● **WHAT THIS TASK INVOLVES**:
Can you find the lines of the listing that include "stream" and copy every one?

------

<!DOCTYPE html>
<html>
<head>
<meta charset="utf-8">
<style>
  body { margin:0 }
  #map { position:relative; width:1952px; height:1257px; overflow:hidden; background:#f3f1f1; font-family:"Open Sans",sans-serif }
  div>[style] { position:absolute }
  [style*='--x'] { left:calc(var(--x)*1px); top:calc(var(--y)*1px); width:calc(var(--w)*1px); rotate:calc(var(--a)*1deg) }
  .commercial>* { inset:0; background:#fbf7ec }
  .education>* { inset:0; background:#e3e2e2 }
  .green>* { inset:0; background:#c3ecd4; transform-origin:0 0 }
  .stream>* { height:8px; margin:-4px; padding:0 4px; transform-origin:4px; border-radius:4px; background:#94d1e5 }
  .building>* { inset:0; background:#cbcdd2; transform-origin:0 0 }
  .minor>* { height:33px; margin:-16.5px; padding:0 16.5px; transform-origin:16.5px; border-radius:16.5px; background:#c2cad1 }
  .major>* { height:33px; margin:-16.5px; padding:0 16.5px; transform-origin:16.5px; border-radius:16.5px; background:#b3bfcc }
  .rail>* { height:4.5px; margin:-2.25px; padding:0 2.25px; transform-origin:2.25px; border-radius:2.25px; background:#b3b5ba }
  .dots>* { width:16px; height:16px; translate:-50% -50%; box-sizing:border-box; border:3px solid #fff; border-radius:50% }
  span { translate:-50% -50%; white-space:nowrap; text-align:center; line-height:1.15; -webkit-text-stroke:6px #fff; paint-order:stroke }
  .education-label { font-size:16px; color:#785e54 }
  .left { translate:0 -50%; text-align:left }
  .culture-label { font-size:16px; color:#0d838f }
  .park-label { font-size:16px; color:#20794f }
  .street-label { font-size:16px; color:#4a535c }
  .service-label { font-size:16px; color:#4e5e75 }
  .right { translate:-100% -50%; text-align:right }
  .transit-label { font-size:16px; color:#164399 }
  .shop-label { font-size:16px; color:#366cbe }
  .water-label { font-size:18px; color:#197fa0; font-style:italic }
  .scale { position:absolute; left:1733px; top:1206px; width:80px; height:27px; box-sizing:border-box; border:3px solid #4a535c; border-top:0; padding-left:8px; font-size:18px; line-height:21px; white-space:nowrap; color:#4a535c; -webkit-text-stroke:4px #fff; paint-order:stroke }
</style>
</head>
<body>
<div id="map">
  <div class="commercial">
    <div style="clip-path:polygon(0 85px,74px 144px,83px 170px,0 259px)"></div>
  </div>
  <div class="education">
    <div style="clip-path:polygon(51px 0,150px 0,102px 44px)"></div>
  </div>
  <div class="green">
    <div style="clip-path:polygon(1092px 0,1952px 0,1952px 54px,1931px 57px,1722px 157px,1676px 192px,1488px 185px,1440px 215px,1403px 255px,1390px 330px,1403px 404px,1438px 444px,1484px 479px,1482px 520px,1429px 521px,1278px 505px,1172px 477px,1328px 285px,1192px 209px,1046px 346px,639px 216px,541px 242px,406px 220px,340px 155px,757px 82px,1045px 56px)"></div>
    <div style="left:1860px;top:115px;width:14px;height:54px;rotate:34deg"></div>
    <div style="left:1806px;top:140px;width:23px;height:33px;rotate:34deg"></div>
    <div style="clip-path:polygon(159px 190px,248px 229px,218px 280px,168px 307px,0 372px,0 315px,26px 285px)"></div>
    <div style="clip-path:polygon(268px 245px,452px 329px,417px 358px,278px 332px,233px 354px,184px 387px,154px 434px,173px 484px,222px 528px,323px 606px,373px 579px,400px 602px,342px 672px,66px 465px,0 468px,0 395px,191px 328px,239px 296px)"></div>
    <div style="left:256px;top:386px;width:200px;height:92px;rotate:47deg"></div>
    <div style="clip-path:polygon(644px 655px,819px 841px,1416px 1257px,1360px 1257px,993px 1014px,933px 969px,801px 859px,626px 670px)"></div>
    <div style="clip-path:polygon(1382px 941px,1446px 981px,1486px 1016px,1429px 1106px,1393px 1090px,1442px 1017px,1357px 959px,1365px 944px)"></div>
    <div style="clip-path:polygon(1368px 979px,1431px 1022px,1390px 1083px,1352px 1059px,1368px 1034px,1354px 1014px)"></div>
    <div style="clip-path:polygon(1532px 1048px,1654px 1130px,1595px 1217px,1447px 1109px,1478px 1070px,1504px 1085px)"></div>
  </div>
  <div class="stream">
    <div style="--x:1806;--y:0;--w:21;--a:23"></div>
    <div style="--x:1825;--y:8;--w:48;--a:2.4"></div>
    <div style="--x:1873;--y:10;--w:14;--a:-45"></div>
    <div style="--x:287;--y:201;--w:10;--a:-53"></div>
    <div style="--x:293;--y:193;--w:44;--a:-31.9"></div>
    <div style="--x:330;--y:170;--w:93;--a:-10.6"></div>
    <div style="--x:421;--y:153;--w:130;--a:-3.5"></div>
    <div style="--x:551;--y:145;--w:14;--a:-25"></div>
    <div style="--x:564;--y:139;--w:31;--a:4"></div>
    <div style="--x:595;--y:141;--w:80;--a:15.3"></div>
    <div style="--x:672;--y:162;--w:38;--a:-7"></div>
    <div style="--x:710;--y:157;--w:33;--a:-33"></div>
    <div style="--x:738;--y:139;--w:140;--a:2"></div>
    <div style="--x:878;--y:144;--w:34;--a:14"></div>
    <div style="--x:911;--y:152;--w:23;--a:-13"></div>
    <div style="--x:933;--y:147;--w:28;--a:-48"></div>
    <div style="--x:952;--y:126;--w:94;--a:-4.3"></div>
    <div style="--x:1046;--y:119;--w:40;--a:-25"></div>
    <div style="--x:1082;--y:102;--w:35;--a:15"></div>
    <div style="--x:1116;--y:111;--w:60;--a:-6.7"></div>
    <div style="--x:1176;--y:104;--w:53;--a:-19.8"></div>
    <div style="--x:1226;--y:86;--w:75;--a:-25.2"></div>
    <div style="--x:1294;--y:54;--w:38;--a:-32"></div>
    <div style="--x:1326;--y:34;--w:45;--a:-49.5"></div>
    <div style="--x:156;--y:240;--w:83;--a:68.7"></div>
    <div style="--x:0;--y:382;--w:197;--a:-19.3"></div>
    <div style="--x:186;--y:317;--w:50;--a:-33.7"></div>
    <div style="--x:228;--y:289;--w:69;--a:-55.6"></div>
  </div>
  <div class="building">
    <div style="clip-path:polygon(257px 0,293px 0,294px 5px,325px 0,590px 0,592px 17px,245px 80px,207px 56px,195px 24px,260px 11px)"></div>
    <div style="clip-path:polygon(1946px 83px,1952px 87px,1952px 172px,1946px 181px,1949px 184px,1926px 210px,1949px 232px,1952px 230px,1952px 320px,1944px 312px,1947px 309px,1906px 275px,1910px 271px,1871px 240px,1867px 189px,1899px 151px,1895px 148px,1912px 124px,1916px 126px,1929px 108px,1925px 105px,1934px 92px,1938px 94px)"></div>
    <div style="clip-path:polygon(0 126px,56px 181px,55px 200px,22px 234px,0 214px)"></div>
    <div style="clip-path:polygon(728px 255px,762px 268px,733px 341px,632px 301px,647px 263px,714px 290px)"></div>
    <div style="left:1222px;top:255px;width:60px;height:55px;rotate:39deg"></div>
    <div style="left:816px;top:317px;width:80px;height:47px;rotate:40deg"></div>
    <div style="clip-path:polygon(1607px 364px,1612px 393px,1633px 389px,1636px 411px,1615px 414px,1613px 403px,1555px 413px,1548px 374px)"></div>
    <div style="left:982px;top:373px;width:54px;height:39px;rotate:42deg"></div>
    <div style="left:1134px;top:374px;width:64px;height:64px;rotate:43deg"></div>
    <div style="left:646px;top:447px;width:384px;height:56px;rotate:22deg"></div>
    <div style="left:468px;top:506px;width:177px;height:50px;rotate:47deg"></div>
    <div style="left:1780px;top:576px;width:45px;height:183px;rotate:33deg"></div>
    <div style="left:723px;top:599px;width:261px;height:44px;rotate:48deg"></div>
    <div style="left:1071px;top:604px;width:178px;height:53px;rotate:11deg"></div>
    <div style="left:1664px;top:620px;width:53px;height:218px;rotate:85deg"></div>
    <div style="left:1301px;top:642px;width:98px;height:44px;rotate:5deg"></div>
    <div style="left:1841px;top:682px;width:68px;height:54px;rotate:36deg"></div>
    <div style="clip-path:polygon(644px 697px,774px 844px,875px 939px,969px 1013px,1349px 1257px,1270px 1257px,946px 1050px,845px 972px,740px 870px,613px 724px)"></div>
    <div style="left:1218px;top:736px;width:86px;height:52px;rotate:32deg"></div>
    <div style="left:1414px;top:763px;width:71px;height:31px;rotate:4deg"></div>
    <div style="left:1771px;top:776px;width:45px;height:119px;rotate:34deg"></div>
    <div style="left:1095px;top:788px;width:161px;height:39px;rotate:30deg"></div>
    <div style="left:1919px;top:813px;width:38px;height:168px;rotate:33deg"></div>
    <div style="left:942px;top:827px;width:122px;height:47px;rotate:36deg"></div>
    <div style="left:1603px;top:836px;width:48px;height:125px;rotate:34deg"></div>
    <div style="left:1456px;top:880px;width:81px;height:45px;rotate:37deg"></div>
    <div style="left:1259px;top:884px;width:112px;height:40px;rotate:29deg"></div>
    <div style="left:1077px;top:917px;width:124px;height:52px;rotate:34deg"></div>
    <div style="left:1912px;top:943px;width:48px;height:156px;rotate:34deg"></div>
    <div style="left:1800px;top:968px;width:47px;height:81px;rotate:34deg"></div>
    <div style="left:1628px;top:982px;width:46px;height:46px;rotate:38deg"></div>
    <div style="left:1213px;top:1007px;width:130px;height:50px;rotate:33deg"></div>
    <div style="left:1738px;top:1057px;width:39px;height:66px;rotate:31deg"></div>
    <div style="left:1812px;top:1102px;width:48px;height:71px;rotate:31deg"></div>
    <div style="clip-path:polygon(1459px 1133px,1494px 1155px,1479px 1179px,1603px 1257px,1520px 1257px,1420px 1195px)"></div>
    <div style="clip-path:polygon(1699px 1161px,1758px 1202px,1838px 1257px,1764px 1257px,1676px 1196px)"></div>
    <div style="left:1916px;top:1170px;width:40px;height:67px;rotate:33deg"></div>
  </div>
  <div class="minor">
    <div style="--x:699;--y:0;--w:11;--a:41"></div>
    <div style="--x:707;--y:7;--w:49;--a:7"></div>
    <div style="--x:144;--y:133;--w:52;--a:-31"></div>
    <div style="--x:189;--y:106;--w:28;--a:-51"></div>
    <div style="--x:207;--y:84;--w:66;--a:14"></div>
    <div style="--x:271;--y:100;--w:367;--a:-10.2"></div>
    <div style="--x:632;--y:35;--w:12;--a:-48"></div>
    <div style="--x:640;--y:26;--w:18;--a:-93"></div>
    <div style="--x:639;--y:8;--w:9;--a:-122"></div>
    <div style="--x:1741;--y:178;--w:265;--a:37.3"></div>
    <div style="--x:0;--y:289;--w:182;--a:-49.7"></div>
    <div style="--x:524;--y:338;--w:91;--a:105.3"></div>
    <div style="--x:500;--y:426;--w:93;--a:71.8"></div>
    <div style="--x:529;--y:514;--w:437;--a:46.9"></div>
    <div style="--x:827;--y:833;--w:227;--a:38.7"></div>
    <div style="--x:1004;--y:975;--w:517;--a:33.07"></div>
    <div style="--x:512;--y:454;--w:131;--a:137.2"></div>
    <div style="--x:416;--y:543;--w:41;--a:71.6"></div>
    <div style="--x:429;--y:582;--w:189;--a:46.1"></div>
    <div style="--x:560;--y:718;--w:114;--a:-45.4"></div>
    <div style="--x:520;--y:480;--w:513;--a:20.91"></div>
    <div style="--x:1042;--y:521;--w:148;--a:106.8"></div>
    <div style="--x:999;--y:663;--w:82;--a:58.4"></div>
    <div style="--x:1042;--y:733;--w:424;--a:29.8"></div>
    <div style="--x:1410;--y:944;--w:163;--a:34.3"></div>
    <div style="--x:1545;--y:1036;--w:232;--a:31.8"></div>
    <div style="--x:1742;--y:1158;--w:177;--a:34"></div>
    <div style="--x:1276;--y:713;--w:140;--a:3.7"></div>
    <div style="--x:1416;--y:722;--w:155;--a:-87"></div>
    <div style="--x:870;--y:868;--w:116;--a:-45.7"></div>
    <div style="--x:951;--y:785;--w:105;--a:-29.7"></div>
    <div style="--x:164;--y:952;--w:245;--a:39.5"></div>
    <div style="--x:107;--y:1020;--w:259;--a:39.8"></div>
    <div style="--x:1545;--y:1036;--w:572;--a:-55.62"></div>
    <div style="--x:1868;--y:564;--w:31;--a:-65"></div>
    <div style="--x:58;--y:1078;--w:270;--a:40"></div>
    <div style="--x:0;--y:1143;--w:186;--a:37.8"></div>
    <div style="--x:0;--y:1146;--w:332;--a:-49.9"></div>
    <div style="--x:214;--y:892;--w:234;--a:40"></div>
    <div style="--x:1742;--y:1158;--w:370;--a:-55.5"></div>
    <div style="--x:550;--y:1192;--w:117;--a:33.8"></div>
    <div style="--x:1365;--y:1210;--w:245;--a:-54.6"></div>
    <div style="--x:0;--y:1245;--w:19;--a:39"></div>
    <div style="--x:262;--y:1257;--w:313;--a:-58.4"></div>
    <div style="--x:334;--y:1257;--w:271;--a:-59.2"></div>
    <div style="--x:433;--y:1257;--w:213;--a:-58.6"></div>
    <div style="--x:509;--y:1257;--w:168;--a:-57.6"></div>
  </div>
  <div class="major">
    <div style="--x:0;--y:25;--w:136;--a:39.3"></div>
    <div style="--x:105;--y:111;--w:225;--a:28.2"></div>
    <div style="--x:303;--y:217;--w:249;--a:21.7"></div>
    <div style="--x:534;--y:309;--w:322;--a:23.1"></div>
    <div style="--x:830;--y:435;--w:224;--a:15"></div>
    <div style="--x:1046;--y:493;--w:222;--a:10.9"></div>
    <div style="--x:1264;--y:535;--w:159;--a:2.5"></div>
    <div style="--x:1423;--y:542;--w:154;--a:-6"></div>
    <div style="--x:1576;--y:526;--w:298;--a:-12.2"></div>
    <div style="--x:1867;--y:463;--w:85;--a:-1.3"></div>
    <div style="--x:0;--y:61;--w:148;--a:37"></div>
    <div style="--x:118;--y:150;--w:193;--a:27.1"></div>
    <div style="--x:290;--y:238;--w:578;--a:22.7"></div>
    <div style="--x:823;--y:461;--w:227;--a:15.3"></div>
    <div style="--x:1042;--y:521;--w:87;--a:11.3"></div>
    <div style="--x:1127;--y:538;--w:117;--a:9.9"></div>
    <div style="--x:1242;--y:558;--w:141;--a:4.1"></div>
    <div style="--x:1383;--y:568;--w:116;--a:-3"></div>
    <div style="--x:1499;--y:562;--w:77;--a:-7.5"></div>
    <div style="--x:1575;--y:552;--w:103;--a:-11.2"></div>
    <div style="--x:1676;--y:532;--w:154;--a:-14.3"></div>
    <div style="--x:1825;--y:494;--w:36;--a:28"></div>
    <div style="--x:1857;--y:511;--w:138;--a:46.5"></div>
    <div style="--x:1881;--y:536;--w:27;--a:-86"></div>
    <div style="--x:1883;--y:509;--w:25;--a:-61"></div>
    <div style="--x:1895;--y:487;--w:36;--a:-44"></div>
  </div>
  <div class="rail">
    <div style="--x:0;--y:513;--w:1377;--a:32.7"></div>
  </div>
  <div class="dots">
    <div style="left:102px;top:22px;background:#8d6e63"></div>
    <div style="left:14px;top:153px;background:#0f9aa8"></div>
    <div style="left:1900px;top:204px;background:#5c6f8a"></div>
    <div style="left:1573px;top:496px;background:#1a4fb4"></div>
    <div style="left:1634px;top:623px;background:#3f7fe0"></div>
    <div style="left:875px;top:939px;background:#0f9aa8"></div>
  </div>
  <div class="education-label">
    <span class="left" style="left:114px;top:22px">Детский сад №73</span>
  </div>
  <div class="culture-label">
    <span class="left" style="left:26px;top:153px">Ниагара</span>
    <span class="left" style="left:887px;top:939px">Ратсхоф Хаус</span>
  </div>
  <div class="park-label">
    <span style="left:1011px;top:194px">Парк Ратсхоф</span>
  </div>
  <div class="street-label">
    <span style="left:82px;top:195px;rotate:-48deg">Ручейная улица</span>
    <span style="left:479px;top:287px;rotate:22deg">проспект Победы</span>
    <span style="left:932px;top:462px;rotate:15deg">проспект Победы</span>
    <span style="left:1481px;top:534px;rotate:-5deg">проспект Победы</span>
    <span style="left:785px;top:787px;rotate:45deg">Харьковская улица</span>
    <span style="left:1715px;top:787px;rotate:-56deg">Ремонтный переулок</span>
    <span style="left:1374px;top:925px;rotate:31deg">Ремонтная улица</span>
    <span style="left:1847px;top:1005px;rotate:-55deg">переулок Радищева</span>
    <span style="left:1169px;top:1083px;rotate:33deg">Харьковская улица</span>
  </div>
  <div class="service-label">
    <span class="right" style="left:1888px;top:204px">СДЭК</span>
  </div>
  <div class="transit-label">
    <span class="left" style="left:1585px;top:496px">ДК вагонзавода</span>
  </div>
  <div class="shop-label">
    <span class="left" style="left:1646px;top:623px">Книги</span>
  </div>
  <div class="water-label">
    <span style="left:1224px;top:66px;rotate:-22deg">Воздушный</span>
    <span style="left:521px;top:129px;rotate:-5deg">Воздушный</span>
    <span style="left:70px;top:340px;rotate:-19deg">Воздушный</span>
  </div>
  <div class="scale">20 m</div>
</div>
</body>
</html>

------

● **ANSWER**:
  .stream>* { height:8px; margin:-4px; padding:0 4px; transform-origin:4px; border-radius:4px; background:#94d1e5 }
  <div class="stream">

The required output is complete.